Pada tahun 2016, luas penanaman minyak kelapa sawit Malaysia mencapai 57.400 kilometer persegi. Pada tahun 2012, industri minyak kelapa sawit Malaysia mempekerjakan sekitar 491.000 pekerja. Sime Darby Malaysia adalah perusahaan minyak kelapa sawit terbesar di dunia yang terdaftar, sementara Felda Global Ventures Holdings, perusahaan perkebunan kelapa sawit terbesar kedua di dunia, menguasai lebih dari 850.000 hektar lahan.
Pada tahun 1960-an, Kementerian Pertanian Malaysia mulai membangun program pertukaran dengan negara-negara Afrika Barat untuk memperluas penelitian dan pengembangan pemuliaan kelapa sawit. UPM, yang didirikan oleh pemerintah Malaysia, mengkhususkan diri dalam membudidayakan insinyur pertanian dan agroindustri serta melakukan penelitian terkait. Pada tahun 1979, Institut Penelitian Kelapa Sawit Malaysia (PORIM), sebuah kemitraan antara dokter dan industri, didirikan, dan akhirnya bergabung dengan Otoritas Pendaftaran dan Perizinan Kelapa Sawit pada tahun 2000 untuk membentuk Dewan Minyak Sawit saat ini, yang berfokus pada pemuliaan pohon kelapa sawit dan potensi aplikasi minyak kelapa sawit.
Pemerintah Malaysia menetapkan kebijakan biofuel nasional pada tahun 2006 dan menerapkan peraturan B5 di beberapa daerah, yang mewajibkan semua solar mengandung 5% biofuel minyak sawit. Pada tahun 2014, kebijakan tersebut diharapkan akan diterapkan secara nasional dan berencana untuk meningkatkan proporsi minimum biofuel minyak sawit menjadi 10%. Meskipun demikian, industri biofuel Malaysia menghadapi tantangan profitabilitas karena tingginya harga minyak mentah.

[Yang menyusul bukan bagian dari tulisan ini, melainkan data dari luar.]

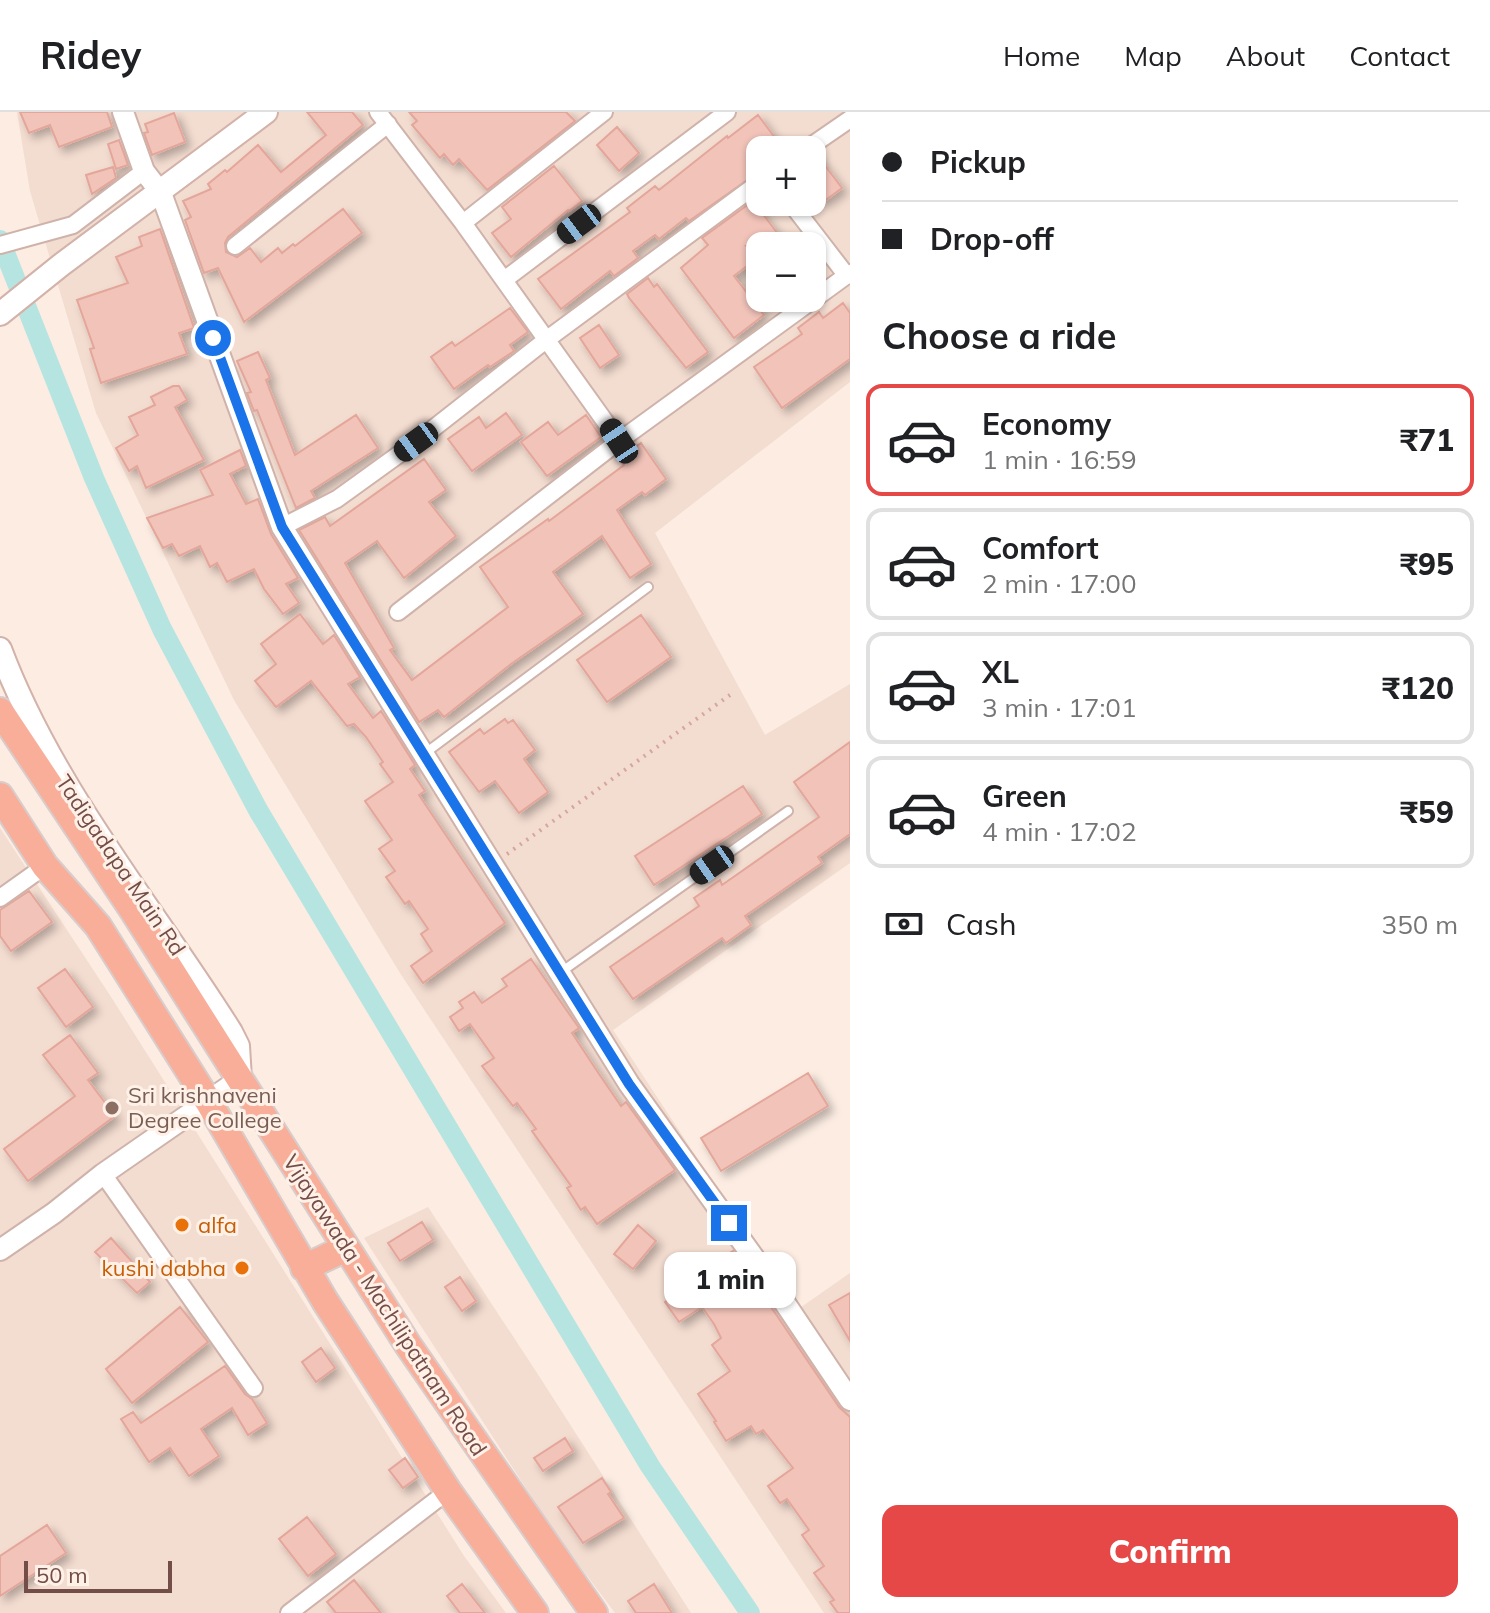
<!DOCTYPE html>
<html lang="en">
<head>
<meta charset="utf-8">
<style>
	:root { --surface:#fff; --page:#f2f2f2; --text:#202124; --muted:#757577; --line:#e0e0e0; --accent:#e64747 }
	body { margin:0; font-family:Mulish,sans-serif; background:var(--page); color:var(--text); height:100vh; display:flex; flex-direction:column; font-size:30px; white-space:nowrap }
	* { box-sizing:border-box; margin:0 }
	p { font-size:26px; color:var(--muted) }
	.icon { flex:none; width:44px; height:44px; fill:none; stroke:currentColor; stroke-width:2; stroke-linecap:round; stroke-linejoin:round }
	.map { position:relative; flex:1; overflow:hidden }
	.side { display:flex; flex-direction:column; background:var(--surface); width:640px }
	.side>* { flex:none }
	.top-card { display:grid; align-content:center; height:176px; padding:0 32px; background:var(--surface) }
	.controls { position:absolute; left:746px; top:24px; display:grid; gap:16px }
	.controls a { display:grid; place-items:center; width:80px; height:80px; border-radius:16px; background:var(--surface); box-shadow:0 2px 6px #0004; font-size:40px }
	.scale { position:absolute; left:24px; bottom:20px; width:148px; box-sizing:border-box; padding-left:8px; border:4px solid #734e48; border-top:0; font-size:22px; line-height:28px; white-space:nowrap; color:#734e48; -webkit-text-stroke:6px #fff1e7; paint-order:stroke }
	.end { position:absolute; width:36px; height:36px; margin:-18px; border:10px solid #1a73e8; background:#fff; box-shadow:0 0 0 4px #fff }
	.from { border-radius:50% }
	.bubble { position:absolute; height:56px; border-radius:16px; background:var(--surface); box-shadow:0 2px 6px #0004; font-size:26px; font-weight:800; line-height:56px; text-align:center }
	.car { position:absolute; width:24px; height:48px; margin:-24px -12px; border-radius:10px; box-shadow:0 0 6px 2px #0007; background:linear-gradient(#222 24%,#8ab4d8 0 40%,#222 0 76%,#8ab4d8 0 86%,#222 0) }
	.top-card b { display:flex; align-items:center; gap:28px; height:76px; font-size:30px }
	.top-card b+b { border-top:2px solid var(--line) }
	.top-card i { width:20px; height:20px; background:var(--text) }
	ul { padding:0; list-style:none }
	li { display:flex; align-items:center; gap:24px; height:112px; margin:0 16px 12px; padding:0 16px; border:4px solid var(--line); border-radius:16px }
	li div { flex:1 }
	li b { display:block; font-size:30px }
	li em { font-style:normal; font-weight:800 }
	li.selected { border-color:var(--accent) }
	li>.icon { width:72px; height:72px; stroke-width:1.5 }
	h2 { padding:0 32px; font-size:36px; line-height:96px }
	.pay { display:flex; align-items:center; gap:20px; height:88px; padding:0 32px; font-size:30px }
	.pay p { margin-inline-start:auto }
	.cta { display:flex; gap:16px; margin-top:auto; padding:16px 32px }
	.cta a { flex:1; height:92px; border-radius:16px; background:var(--accent); color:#fff; font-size:32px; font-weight:800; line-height:92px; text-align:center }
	header { display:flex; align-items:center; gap:48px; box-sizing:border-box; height:112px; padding:0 40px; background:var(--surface); border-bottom:2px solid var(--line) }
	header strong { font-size:38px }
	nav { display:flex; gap:44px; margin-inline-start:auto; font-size:28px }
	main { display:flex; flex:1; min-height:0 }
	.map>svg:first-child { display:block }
</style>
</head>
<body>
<header>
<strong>Ridey</strong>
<nav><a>Home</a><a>Map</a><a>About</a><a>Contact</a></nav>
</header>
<main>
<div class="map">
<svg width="850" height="1501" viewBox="0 0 850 1501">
	<defs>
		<filter id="shadow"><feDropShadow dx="5" dy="5" stdDeviation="4" flood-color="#0004"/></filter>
	</defs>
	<rect width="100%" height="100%" fill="#fcece2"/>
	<path fill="#f3dcd0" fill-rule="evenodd" d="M17,0H850V270L655,421L765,623L850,572V751L613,918L797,1198L850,1161V1501H824L400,861L234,588L96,301L30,79ZM760,38H812V90H760ZM760,134H812V186H760Z
		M0,716L113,888L464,1444L506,1501H0Z
		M428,1095L537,1261L691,1501H615L555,1421L364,1126Z"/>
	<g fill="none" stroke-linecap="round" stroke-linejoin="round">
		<path stroke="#b6e5e1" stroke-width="20" d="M0,128L94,366L162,517L258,698L650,1354L750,1501"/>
	</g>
	<path fill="#f1c3b9" stroke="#e4a69a" stroke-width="2" filter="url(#shadow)" d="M20,0H107L112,15L59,35L50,13L29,21Z
		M307,0H352L363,13L228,125L225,131L226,140L237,145L250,136L261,150L278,136L282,141L293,132L295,134L343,97L362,121L244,210L218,156L204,161L185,108L191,105L183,89L211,77L208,72L225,58L227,60L258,33L281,60L326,23Z
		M409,0H566L575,9L487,78L459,47L453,53L444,42L440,46L412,13L417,9Z
		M174,1L185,30L152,43L144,21L148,20L145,12Z
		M758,3L784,38H760V59L689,109L686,106L659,127L655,123L633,139L638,146L614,164L610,159L561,197L538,167L630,100L627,96L655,74L659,78L727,24L728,26Z
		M617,15L639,41L619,59L597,33Z
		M119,28L128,53L116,57L108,32Z
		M817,43L842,76L823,90L812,75V47Z
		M554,54L582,89L569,99L568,98L511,145L492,121L511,107L502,95Z
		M113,55L116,66L92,82L86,63Z
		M753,89L787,134H746L756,147L734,164L764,203L734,226L681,156L708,133L702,126Z
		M160,117L194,216L179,221L187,242L101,271L90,237L94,236L77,188L128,171L116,145L142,134L139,125Z
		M648,166L654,175L657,172L708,240L686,256L629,186L627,182Z
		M843,191L850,201V247L782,296L754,255L802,222L798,216L819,200L823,206Z
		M510,196L528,220L510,233L514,239L490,255L488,253L454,277L431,245L452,230L455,234Z
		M599,213L619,243L600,256L580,226Z
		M258,240L270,266L266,268L295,343L356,303L378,336L311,379L315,386L296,396L257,298L254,299L247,281L251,280L237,249Z
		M173,274H179L187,288L175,295L204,348L146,376L137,354L129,359L116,336L138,323L129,305L155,293L151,285Z
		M506,301L522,323L472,359L448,327L479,305L486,316Z
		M586,303L601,325L547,364L521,330L548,310L558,323Z
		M641,331L666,367L645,383L642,380L617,398L651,452L630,466L602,424L553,460L583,502L511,552L444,605L438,598L419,610L299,418L325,405L330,414L424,347L446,378L429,390L456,424L404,466L377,429L345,451L394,536L390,538L412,568L508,495L480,455L548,407L549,409L624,353L619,347Z
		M240,338L246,354L230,362L246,392L258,387L271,422L298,466L286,472L299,491L283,502L264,477L254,457L227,470L217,451L210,455L200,434L179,444L172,432L163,436L147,406L213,383L200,358Z
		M300,502L323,532L334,523L360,565L348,572L373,606L381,599L415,653L410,657L425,679L419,683L505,811L423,871L411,854L432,839L421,822L428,817L409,789L405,792L386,765L395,759L379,737L392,728L365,689L393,670L380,652L383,650L366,625L354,612L347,614L311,569L276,595L255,569L276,552L261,532Z
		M641,503L671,545L607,590L577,548Z
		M505,607L508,611L513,608L535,638L524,647L548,680L519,701L495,669L479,680L449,640L480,617L484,622Z
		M850,630V722L818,745L822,751L745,804L751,813L726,831L722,826L633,887L610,855L699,794L694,786L720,768L722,773L819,705L794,670Z
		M743,674L762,702L654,773L635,744Z
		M29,779L52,810L11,839L0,824V798Z
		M531,847L579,916L572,921L597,959L621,994L626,990L675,1058L597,1112L585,1095L581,1098L567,1076L571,1074L532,1019L536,1017L517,991L513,994L482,954L494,946L470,912L459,919L450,905L463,896L459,890L474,880L482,891L507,874L502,867Z
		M65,857L93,895L66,915L38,876Z
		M70,923L98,961L88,968L115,1004L28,1069L4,1037L75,984L43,943Z
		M808,961L828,994L721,1059L701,1026Z
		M422,1110L433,1128L400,1149L388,1131Z
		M638,1113L656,1129L633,1157L614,1142Z
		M111,1126L150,1170L137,1181L95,1140Z
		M733,1139L839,1295L850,1305V1501H838L830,1490L834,1488L814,1461L824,1454L802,1423L809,1418L787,1387L780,1391L768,1374L793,1356L763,1318L756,1322L751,1314L726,1329L714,1310L716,1309L698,1282L730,1259L712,1233L721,1226L714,1212L702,1195L679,1210L665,1190L713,1157L711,1154Z
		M460,1165L476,1189L462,1199L445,1175Z
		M850,1181V1229L829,1193Z
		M180,1195L208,1230L132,1291L106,1257Z
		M321,1236L335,1256L316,1270L302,1250Z
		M225,1254L245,1282L252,1287L267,1311L248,1323L232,1296L201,1317L219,1344L189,1364L170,1336L149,1350L121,1307L133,1300L141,1311Z
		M565,1326L573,1339L543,1359L534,1346Z
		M405,1346L418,1365L403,1376L389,1358Z
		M602,1366L611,1380L608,1382L624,1406L583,1431L558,1395Z
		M307,1405L336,1442L308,1464L279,1427Z
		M47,1413L66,1441L0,1484V1444Z
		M354,1468L381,1501H336L327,1490Z
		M462,1472L485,1501H460L447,1484Z
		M654,1472L672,1501H636L628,1489Z"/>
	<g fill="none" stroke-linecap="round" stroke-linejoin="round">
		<defs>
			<path id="service" d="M424,642L648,475
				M561,860L788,699"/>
			<path id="minor" d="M378,0L463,111L619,329L850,161
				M805,38L850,7
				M790,90L847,164
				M463,111L604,0
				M0,133L73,113L144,59
				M235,134L388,12
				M504,168L727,0
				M282,415L337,387L416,330L546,228L760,70
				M398,500L619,329
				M0,786L45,754
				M103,1062L254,1276
				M289,1501L448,1379"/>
			<path id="tertiary" d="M123,0L144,59L161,81L282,415L629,972L762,1157L850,1288
				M0,1138L54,1101L103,1062L240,967"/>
			<path id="secondary" d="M0,202L61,153L266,0
				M0,537C53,678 152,794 231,920L238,934L240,967"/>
			<path id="trunk" d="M0,599L134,800L408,1233L594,1501
				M0,684L45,754L98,814L208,989L325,1189L448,1379L535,1501
				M304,1156L346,1136"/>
		</defs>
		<use href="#service" stroke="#cfb3ab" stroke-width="12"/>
		<use href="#minor" stroke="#cfb3ab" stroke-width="20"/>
		<use href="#tertiary" stroke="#cfb3ab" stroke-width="24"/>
		<use href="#secondary" stroke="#d2b2a9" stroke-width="26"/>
		<use href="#trunk" stroke="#d8cdcc" stroke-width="30"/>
		<path stroke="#d6a69d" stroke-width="4" stroke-dasharray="2 6" stroke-linecap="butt" d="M507,742L730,583"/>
		<use href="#service" stroke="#fff" stroke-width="8"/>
		<use href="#minor" stroke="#fff" stroke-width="16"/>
		<use href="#tertiary" stroke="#fff" stroke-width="20"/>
		<use href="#secondary" stroke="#fff" stroke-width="22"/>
		<use href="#trunk" stroke="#f8ae99" stroke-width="26"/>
	</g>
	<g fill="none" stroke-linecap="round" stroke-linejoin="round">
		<path stroke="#1a73e8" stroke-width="10" d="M213,226L282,415L629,972L729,1111"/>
	</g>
	<circle fill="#8d6e63" stroke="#fff1e7" stroke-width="3" cx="112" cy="996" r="8"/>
	<g fill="#e8710a" stroke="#fff1e7" stroke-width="3">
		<circle cx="182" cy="1113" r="8"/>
		<circle cx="242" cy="1156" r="8"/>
	</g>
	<g text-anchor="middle" stroke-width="6" stroke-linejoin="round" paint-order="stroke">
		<g font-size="22" fill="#734e48" stroke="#fff1e7">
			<text transform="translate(121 753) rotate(56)" y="8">Tadigadapa Main Rd</text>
			<text transform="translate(385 1193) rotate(57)" y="8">Vijayawada - Machilipatnam Road</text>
		</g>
		<g font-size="22" fill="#785e54" stroke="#fff1e7" text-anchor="start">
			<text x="128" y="991">Sri krishnaveni<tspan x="128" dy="25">Degree College</tspan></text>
		</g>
		<g font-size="22" fill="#c56008" stroke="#fff1e7" text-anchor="start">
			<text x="198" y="1121">alfa</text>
			<text x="226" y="1164" text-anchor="end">kushi dabha</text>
		</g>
	</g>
</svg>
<div class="controls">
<a>+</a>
<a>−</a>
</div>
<div class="scale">50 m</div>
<i class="end from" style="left:213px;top:226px"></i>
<i class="end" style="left:729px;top:1111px"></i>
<div class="bubble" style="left:664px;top:1140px;width:132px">1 min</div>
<i class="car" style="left:579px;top:112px;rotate:233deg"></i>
<i class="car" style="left:619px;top:329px;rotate:327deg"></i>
<i class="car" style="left:416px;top:330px;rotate:234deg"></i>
<i class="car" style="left:712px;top:753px;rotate:235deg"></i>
</div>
<section class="side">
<div class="top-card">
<b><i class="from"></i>Pickup</b>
<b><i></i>Drop-off</b>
</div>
<h2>Choose a ride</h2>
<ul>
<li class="selected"><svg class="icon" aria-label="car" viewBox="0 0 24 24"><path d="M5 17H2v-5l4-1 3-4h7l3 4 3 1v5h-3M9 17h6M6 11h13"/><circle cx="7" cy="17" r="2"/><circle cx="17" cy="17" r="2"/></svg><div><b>Economy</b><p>1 min · 16:59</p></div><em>₹71</em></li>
<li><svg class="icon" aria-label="car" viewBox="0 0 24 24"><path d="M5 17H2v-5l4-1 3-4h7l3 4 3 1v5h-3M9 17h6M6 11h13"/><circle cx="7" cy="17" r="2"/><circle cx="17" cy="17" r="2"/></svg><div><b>Comfort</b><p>2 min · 17:00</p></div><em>₹95</em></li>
<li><svg class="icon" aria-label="car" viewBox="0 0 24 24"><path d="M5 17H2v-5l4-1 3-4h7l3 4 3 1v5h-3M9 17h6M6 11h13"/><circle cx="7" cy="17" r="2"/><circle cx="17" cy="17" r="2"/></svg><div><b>XL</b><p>3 min · 17:01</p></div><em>₹120</em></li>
<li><svg class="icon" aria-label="car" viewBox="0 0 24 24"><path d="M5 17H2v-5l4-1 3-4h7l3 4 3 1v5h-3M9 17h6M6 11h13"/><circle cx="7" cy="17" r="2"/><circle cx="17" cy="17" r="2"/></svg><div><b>Green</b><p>4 min · 17:02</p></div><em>₹59</em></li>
</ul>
<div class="pay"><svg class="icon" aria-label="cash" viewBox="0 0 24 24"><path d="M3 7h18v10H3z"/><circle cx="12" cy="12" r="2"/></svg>Cash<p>350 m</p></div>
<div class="cta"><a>Confirm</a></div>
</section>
</main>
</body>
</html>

Sebuah laporan oleh Biro Urusan Perburuhan Internasional Departemen Tenaga Kerja AS menunjukkan bahwa pekerja anak dan kerja paksa terjadi di industri minyak sawit Malaysia.
Seiring berkembangnya industri minyak sawit di Malaysia, hal itu telah mengubah lanskap pertanian dan struktur sosial negara tersebut. Namun, perkembangan tersebut juga membawa tantangan lingkungan, ekonomi, dan sosial. Bagaimana kita harus menyeimbangkan konflik antara kepentingan ekonomi dan perlindungan lingkungan serta memikirkan lebih jauh arah pembangunan berkelanjutan di masa depan bagi industri minyak kelapa sawit?